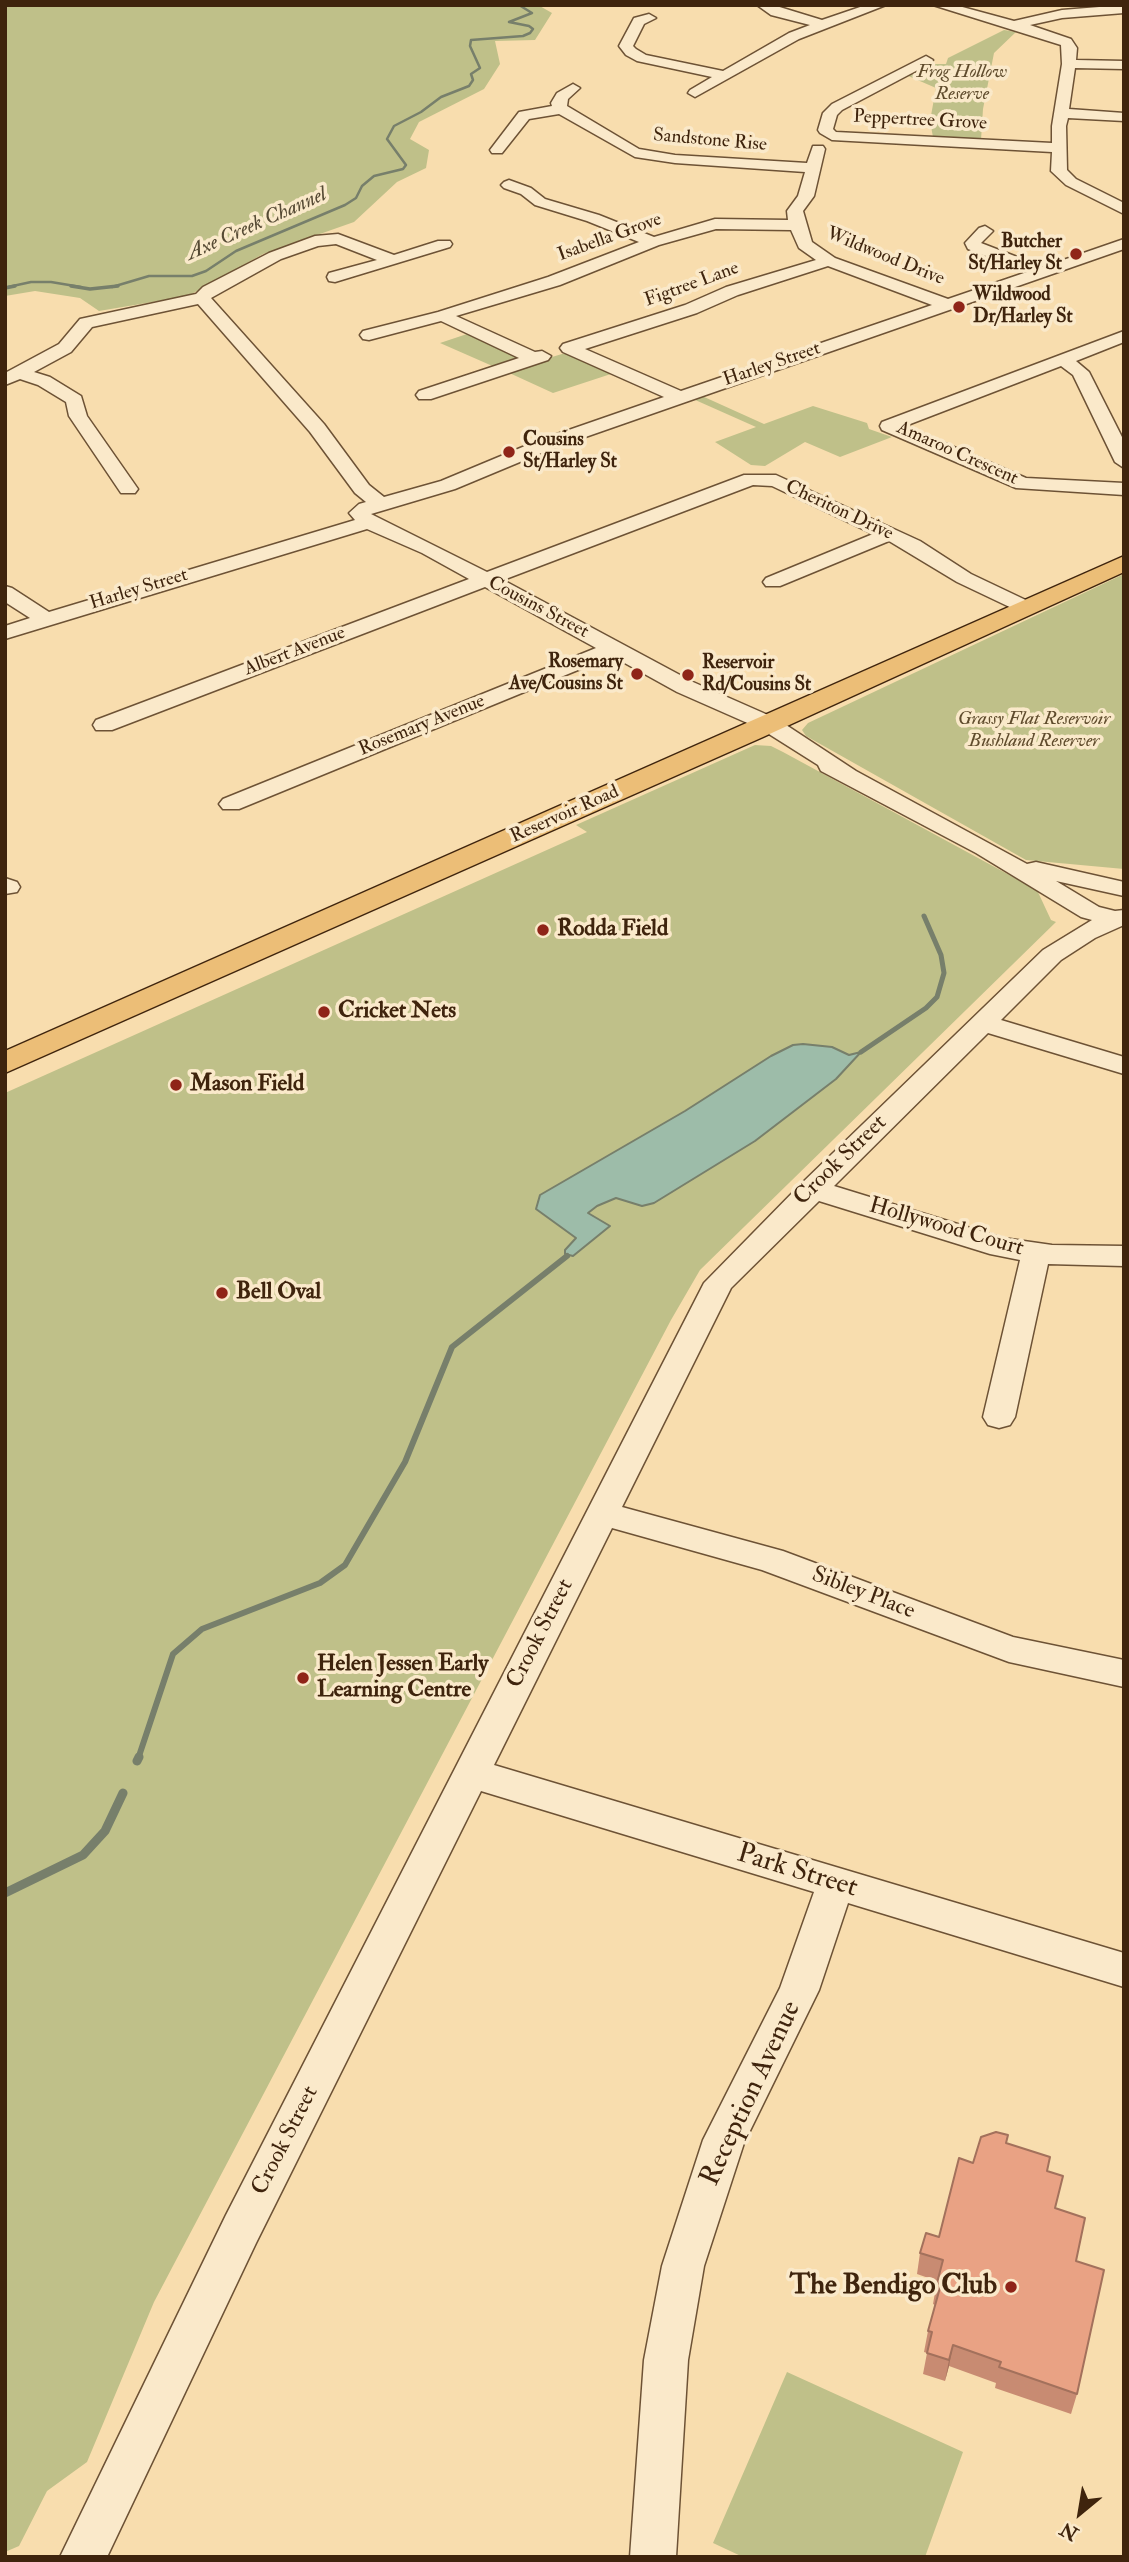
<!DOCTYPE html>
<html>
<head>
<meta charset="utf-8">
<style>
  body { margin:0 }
  #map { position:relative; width:1129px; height:2562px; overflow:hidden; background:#f8ddae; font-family:"IM FELL Double Pica",serif }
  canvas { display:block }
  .frame { position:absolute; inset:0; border:7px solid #3f240d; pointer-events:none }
  .north { position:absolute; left:1045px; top:2478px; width:70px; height:70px; -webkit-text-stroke:5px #fae9ca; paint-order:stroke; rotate:210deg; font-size:19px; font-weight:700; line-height:28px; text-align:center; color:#3f240d }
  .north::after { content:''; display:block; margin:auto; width:24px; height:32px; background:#3f240d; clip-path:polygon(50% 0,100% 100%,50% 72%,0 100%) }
</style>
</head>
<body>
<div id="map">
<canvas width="1129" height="2562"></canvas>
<div class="frame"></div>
<div class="north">N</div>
</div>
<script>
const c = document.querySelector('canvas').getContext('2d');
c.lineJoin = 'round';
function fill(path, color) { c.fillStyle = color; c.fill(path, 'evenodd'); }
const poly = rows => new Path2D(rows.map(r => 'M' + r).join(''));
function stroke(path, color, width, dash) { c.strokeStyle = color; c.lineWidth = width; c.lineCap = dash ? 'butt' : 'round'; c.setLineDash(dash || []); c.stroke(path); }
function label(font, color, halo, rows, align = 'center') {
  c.font = font + ' "IM FELL Double Pica",serif'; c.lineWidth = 7; c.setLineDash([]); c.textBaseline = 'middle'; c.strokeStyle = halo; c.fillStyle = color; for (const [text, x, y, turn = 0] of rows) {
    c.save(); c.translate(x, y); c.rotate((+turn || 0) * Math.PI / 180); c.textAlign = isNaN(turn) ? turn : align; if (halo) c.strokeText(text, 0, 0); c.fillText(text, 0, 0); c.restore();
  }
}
fill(poly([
  [5,5,538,5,552,13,535,40,495,41,500,64,484,89,419,122,410,139,429,150,426,168,397,182,354,222,263,254,188,296,99,311,80,298,35,291,5,296],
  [1004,30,1016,32,994,53,983,109,981,140,933,137,930,121,936,88,906,75,929,64,946,64,948,58],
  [473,332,529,358,497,368,440,343],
  [562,354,572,354,617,372,553,393,505,371],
  [702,396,764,424,813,406,867,423,869,429,892,437,840,457,805,442,765,466,751,465,715,442,756,427,693,399],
  [1124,574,1124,869,1026,860,806,736,802,730,808,723],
  [755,745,771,746,783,752,1037,890,1051,920,1056,922,700,1270,671,1320,154,2302,87,2462,47,2491,19,2546,5,2552,5,1093,587,832,576,825],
  [787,2372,963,2452,925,2557,743,2557,713,2543]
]), '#bfc089');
const water = poly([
  [803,1044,832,1047,849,1055,861,1052,836,1079,755,1141,654,1203,642,1206,616,1198,597,1206,588,1213,610,1226,573,1256,565,1254,565,1250,576,1238,536,1209,540,1195,685,1111,771,1056,793,1045,803,1044]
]);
fill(water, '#9dbca9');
stroke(water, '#777f6b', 2);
stroke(poly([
  [8,287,31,282,51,282,81,287],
  [112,287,149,276,192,276,206,271,236,251,345,205,356,198,362,186,374,176,403,169,406,165,387,139,394,126,421,112,441,97,469,86,473,80,471,74,480,68,470,46,471,40,523,36,530,33,533,29,529,26,509,22,532,13,519,5]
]), '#777f6b', 2.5);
stroke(poly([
  [71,286,90,289,118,286],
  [5,288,15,286]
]), '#777f6b', 3.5);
stroke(poly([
  [861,1052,926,1008,937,997,944,973,941,955,924,916]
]), '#777f6b', 5);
stroke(poly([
  [138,1759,173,1654,202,1629,320,1583,345,1565,405,1462,452,1347,567,1256]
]), '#777f6b', 6);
stroke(poly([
  [137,1761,139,1757],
  [5,1893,83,1855,105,1831,123,1793]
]), '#777f6b', 9);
const minor = poly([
  [757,5,773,5,822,20,866,5,886,5,799,39,695,97,688,93,690,90,712,77,637,61,626,55,619,46,634,18,649,14,656,18,644,24,633,46,636,49,646,55,723,71,789,33,810,25,771,15,757,5],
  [933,5,955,5,1014,21,1062,10,1124,5,1124,13,1062,18,1030,25,1071,39,1077,48,1076,60,1124,61,1124,69,1075,68,1069,109,1124,113,1124,121,1068,118,1066,126,1067,170,1076,179,1124,203,1124,214,1066,185,1051,171,1052,152,832,140,820,133,818,130,823,113,832,104,926,56,933,60,931,63,842,110,837,115,833,129,836,132,1052,143,1052,126,1062,64,1061,45,933,5],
  [573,84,580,88,568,99,567,106,639,149,675,155,807,163,813,146,823,146,825,149,814,196,803,211,812,242,835,258,948,299,1027,272,968,249,965,243,979,228,985,226,993,231,981,243,1043,267,1124,239,1124,249,551,449,455,489,371,514,487,572,744,475,776,475,920,541,971,574,1032,603,1035,607,1032,611,1025,613,1018,611,957,582,889,541,780,586,766,586,763,582,766,578,873,534,772,486,753,485,503,580,693,682,777,719,856,771,1027,864,1036,862,1124,882,1124,896,1056,881,1099,907,1115,911,1124,910,1124,925,1095,938,1061,960,1001,1020,1124,1057,1124,1074,988,1033,834,1186,1003,1238,1052,1245,1124,1246,1124,1266,1048,1264,1015,1417,1010,1425,999,1428,988,1425,983,1417,1020,1260,990,1254,819,1201,731,1288,622,1507,783,1551,1013,1637,1124,1660,1124,1687,1009,1662,762,1570,612,1528,494,1765,1124,1953,1124,1987,848,1903,819,1990,744,2143,704,2266,688,2360,676,2557,630,2557,644,2360,662,2266,703,2140,780,1988,814,1892,481,1791,256,2243,107,2557,60,2557,226,2215,704,1283,802,1183,1043,950,1092,920,1081,917,976,853,821,771,818,765,761,729,677,692,612,656,239,809,223,809,219,804,223,799,596,648,485,587,112,730,96,730,93,725,96,720,469,579,422,553,367,529,5,639,5,626,30,618,5,602,5,586,12,588,49,612,355,520,349,513,359,504,366,502,355,493,310,432,198,304,92,327,71,352,34,372,50,377,81,396,87,416,138,489,135,493,121,493,69,416,66,402,38,385,20,379,5,385,5,373,59,344,80,319,196,294,203,287,269,253,315,236,338,234,394,255,438,241,450,241,452,244,450,247,335,282,329,281,327,277,329,273,377,260,336,244,318,246,281,259,211,298,324,424,369,485,384,497,441,481,537,441,664,397,563,352,560,348,563,344,685,305,726,287,816,260,799,248,791,230,716,229,659,245,560,285,456,316,535,352,542,351,551,356,548,360,431,399,419,399,416,395,419,391,519,358,441,321,369,340,363,339,360,335,363,331,438,312,548,277,639,242,587,221,535,205,521,194,504,188,501,185,504,182,509,180,531,188,545,199,599,215,654,237,715,219,788,220,787,211,798,196,805,172,675,163,635,157,559,114,529,119,502,153,492,153,490,150,519,112,552,106,551,103,557,93,573,84],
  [828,266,932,305,681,391,585,349,697,313,738,295,828,266],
  [1124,331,1124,342,1076,361,1089,372,1124,441,1124,468,1115,462,1073,375,1061,366,905,426,1026,478,1124,483,1124,495,1016,488,882,430,880,426,882,422,1124,331],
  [5,878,17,882,20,887,17,892,5,894,5,878]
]);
const major = poly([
  [1124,556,1124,572,763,737,5,1073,5,1051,1124,556]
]);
stroke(minor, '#6d5235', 3);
stroke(major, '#3f240d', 3);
fill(minor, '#fae9ca');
fill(major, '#ecbe77');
fill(poly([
  [1007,2143,1047,2171,1055,2208,1076,2261,1077,2394,1071,2414,995,2388,996,2383,949,2366,945,2381,923,2374,927,2353,924,2352,928,2331,935,2305,933,2304,937,2281,917,2274,920,2253,939,2237,973,2163]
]), '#c88b72');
fill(poly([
  [953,2345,949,2366,945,2381,949,2360]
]), '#a3715c');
const building = poly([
  [996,2132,1008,2135,1006,2143,1050,2157,1047,2171,1063,2176,1055,2208,1085,2218,1076,2261,1104,2270,1077,2394,999,2367,1001,2362,953,2345,949,2360,927,2353,932,2332,928,2331,941,2284,937,2283,943,2260,920,2253,926,2233,939,2237,959,2158,973,2163,981,2137,996,2132]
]);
fill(building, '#e9a284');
stroke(building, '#a3715c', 2);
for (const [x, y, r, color] of [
  [1076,254,7,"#8f2418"],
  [959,307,7,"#8f2418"],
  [509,452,7,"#8f2418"],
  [637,674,7,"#8f2418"],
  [688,675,7,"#8f2418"],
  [543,930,7,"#8f2418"],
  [324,1012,7,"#8f2418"],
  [176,1085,7,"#8f2418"],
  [222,1293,7,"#8f2418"],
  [303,1678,7,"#8f2418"],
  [1011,2287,7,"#8f2418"]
]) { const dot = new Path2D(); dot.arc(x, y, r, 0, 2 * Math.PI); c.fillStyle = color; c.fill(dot); stroke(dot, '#fae9ca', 2.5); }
label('italic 19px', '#5f4b2c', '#fae9ca', [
  ["Frog Hollow",962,73],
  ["Reserve",962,95],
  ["Grassy Flat Reservoir",1034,720],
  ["Bushland Reserver",1034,742]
]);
label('19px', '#3f240d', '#fae9ca', [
  ["Peppertree Grove",920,121,3],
  ["Sandstone Rise",710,141,5],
  ["Isabella Grove",610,238,-20],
  ["Wildwood Drive",885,257,22],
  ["Figtree Lane",692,285,-20],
  ["Harley Street",772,365,-19],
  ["Amaroo Crescent",957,454,24],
  ["Cheriton Drive",839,511,25],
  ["Harley Street",139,590,-17],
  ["Cousins Street",538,608,28],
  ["Albert Avenue",295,652,-21],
  ["Rosemary Avenue",422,726,-22],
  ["Reservoir Road",565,815,-24]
]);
label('bold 19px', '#3f240d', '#fae9ca', [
  ["Butcher",1062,243,"right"],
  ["St/Harley St",1062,265,"right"],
  ["Wildwood",973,296],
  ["Dr/Harley St",973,318],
  ["Cousins",523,441],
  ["St/Harley St",523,463],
  ["Rosemary",623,663,"right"],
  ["Ave/Cousins St",623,685,"right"],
  ["Reservoir",702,664],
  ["Rd/Cousins St",702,686]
], 'left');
label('italic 21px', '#564a34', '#fae9ca', [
  ["Axe Creek Channel",257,225,-24]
]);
label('bold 23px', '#3f240d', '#fae9ca', [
  ["Rodda Field",557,930],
  ["Cricket Nets",338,1012],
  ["Mason Field",190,1085],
  ["Bell Oval",236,1293],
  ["Helen Jessen Early",317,1665],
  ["Learning Centre",317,1691]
], 'left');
label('23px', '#3f240d', '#fae9ca', [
  ["Crook Street",841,1161,-44],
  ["Hollywood Court",946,1228,16],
  ["Sibley Place",863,1594,21],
  ["Crook Street",541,1634,-63],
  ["Crook Street",286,2141,-63]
]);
label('28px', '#3f240d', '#fae9ca', [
  ["Park Street",797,1872,17],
  ["Reception Avenue",752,2094,-65]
]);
label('bold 28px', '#3f240d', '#fae9ca', [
  ["The Bendigo Club",997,2287]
], 'right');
</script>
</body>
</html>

════════════════

■ TASK PROMPT
Transcribe the entries above exactly, from their first line through the line with "function label(font, color, halo, rows, align", and omit all pictures.

■ COMPLETED EXERCISE
<!DOCTYPE html>
<html>
<head>
<meta charset="utf-8">
<style>
  body { margin:0 }
  #map { position:relative; width:1129px; height:2562px; overflow:hidden; background:#f8ddae; font-family:"IM FELL Double Pica",serif }
  canvas { display:block }
  .frame { position:absolute; inset:0; border:7px solid #3f240d; pointer-events:none }
  .north { position:absolute; left:1045px; top:2478px; width:70px; height:70px; -webkit-text-stroke:5px #fae9ca; paint-order:stroke; rotate:210deg; font-size:19px; font-weight:700; line-height:28px; text-align:center; color:#3f240d }
  .north::after { content:''; display:block; margin:auto; width:24px; height:32px; background:#3f240d; clip-path:polygon(50% 0,100% 100%,50% 72%,0 100%) }
</style>
</head>
<body>
<div id="map">
<canvas width="1129" height="2562"></canvas>
<div class="frame"></div>
<div class="north">N</div>
</div>
<script>
const c = document.querySelector('canvas').getContext('2d');
c.lineJoin = 'round';
function fill(path, color) { c.fillStyle = color; c.fill(path, 'evenodd'); }
const poly = rows => new Path2D(rows.map(r => 'M' + r).join(''));
function stroke(path, color, width, dash) { c.strokeStyle = color; c.lineWidth = width; c.lineCap = dash ? 'butt' : 'round'; c.setLineDash(dash || []); c.stroke(path); }
function label(font, color, halo, rows, align = 'center') {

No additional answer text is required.